Jolideco is a Python package for Joint Likelihood Deconvolution of astronomical images affected by Poisson noise. It allows you to deblur and denoise images and do a joint image reconstruction of multiple images from different instruments, while taking their specific instrument response functions, such as point spread functions, exposure and instrument specific background emission into account. To ensure a high fidelity of reconstructed features in the images, Jolideco relies on a patch based image prior, which is based on a Gaussian Mixture Model (GMM).
Jolideco is an open-source project and we welcome contributions of all kinds: new features, bug fixes, documentation improvements, and more. If you are interested in contributing, please get in contact with the maintainers and make sure to read the Code of Conduct.
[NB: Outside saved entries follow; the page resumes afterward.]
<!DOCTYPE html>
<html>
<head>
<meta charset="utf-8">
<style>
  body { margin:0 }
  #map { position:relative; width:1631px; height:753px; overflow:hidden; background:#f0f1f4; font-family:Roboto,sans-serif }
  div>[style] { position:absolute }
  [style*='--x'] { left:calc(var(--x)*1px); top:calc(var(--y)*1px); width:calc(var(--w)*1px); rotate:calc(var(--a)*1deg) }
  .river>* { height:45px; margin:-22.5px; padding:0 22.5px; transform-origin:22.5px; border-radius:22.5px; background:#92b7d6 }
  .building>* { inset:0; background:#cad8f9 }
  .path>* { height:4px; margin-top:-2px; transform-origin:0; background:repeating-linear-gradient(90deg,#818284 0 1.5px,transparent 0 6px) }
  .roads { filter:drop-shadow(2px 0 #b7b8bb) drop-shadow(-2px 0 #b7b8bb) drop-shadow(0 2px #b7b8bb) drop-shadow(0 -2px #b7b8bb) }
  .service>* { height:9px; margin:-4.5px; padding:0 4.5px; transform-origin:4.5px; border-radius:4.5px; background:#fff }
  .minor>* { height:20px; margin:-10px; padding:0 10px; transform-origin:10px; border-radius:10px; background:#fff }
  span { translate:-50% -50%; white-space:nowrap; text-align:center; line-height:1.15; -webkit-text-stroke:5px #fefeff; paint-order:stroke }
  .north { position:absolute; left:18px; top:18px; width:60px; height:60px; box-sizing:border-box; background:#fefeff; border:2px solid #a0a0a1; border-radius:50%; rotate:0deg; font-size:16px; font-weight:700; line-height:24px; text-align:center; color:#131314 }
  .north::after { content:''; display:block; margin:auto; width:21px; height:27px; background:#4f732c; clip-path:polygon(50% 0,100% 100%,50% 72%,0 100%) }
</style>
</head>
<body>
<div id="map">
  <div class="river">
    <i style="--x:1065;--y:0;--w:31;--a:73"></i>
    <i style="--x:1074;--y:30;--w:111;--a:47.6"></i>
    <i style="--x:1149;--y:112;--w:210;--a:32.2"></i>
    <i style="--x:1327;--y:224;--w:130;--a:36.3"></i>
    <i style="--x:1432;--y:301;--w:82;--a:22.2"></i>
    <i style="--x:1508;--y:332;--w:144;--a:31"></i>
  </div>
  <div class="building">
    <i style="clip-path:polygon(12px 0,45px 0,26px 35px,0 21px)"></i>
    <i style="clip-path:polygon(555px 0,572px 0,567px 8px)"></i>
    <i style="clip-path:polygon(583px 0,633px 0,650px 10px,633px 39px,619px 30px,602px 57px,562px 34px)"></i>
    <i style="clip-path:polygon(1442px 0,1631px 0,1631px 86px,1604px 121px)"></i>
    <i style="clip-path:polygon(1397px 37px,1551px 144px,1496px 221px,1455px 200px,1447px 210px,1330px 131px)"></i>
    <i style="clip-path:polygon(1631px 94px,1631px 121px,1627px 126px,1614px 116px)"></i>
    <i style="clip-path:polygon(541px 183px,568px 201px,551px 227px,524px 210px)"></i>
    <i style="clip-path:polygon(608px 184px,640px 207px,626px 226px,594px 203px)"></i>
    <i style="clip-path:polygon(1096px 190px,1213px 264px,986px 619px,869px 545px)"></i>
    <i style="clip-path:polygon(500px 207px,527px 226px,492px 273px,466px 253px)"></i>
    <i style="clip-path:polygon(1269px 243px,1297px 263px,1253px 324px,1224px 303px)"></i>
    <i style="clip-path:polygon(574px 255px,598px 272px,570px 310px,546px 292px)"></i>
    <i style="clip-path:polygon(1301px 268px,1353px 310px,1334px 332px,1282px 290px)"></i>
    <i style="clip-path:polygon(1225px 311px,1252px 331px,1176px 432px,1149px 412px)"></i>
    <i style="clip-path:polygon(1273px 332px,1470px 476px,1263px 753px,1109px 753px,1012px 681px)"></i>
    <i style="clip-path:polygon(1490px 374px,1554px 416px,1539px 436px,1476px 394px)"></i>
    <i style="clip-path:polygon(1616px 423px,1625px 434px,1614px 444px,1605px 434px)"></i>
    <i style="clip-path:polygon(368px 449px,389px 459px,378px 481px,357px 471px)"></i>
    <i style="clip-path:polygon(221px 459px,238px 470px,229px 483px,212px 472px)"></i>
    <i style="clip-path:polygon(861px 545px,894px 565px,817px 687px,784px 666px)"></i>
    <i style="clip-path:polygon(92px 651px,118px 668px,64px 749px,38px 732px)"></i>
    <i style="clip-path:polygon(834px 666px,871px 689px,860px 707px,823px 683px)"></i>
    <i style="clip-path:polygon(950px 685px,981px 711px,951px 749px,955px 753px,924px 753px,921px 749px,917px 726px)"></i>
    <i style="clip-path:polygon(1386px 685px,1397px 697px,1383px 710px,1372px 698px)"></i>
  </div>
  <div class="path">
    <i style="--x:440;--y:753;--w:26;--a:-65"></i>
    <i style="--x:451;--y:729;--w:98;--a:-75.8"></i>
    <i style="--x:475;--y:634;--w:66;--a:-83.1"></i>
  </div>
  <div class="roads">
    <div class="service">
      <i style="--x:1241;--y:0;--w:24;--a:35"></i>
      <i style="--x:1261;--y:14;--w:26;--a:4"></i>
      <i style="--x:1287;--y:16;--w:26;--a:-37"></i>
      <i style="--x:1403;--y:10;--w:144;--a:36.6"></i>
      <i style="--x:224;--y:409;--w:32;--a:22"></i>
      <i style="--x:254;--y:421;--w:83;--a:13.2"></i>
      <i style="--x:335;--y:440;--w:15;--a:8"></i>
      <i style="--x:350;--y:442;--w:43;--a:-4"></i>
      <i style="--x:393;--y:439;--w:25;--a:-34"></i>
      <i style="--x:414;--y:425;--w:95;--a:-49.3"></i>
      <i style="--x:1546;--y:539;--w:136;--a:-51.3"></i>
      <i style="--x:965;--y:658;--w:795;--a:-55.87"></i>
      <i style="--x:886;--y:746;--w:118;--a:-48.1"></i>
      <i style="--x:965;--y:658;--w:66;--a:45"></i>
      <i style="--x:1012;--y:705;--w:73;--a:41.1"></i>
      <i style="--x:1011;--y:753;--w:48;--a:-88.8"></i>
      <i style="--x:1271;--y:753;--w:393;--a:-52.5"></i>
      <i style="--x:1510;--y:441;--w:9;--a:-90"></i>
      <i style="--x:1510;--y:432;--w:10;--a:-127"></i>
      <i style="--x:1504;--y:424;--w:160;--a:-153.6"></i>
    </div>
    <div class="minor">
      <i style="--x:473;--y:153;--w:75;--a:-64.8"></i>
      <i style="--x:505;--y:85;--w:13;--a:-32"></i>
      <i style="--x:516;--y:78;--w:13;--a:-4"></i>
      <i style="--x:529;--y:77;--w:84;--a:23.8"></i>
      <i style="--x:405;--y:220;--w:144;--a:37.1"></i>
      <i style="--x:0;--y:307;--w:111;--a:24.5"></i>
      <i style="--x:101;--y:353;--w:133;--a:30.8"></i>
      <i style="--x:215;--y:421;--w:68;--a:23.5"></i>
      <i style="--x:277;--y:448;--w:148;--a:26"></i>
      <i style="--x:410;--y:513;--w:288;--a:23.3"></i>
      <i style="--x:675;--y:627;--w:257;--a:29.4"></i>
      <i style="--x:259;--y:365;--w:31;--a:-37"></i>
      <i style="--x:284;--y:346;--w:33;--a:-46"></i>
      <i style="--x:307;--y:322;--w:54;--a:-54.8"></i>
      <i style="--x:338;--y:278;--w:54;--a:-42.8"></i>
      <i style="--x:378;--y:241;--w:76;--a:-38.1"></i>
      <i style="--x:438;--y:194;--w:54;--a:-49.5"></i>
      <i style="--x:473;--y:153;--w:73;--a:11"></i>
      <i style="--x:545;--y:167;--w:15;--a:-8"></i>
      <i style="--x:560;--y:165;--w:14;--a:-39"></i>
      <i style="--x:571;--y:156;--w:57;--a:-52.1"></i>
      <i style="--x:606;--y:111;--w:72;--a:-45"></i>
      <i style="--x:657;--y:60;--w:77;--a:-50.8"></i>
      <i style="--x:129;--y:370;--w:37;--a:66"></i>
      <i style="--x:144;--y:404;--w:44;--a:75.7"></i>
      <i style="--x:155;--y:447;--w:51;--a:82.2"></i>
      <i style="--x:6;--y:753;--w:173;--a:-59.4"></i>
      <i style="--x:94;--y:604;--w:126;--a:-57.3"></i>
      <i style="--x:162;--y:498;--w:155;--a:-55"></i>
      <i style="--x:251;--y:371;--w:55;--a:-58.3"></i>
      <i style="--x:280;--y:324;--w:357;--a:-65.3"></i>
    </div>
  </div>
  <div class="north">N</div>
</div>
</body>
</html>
When using Jolideco, please cite the version you used from Zenodo and the following paper reference:
@article{Jolideco2024,
doi = {10.3847/1538-3881/ad6b98},
url = {https://dx.doi.org/10.3847/1538-3881/ad6b98},
year = {2024},
month = {sep},
publisher = {The American Astronomical Society},
volume = {168},
number = {4},
pages = {182},
author = {Axel Donath and Aneta Siemiginowska and Vinay L. Kashyap and David A. van Dyk and Douglas Burke},
title = {Joint Deconvolution of Astronomical Images in the Presence of Poisson Noise},
journal = {The Astronomical Journal},
}
Please also take a look at the following associated repositories:
- Jolideco GMM Library
- Jolideco Fermi-LAT Example
- Jolideco Chandra Example
- Webpage with Result Comparisons for Toy Datasets
- Jolideco Performance Benchmarks
While contributions are welcome in general, currently I cannot review PRs, nor help with implementations, because of a lack of time. So PRs are unlikely to get merged. However any kind of bug report or feature requests are welcome as well.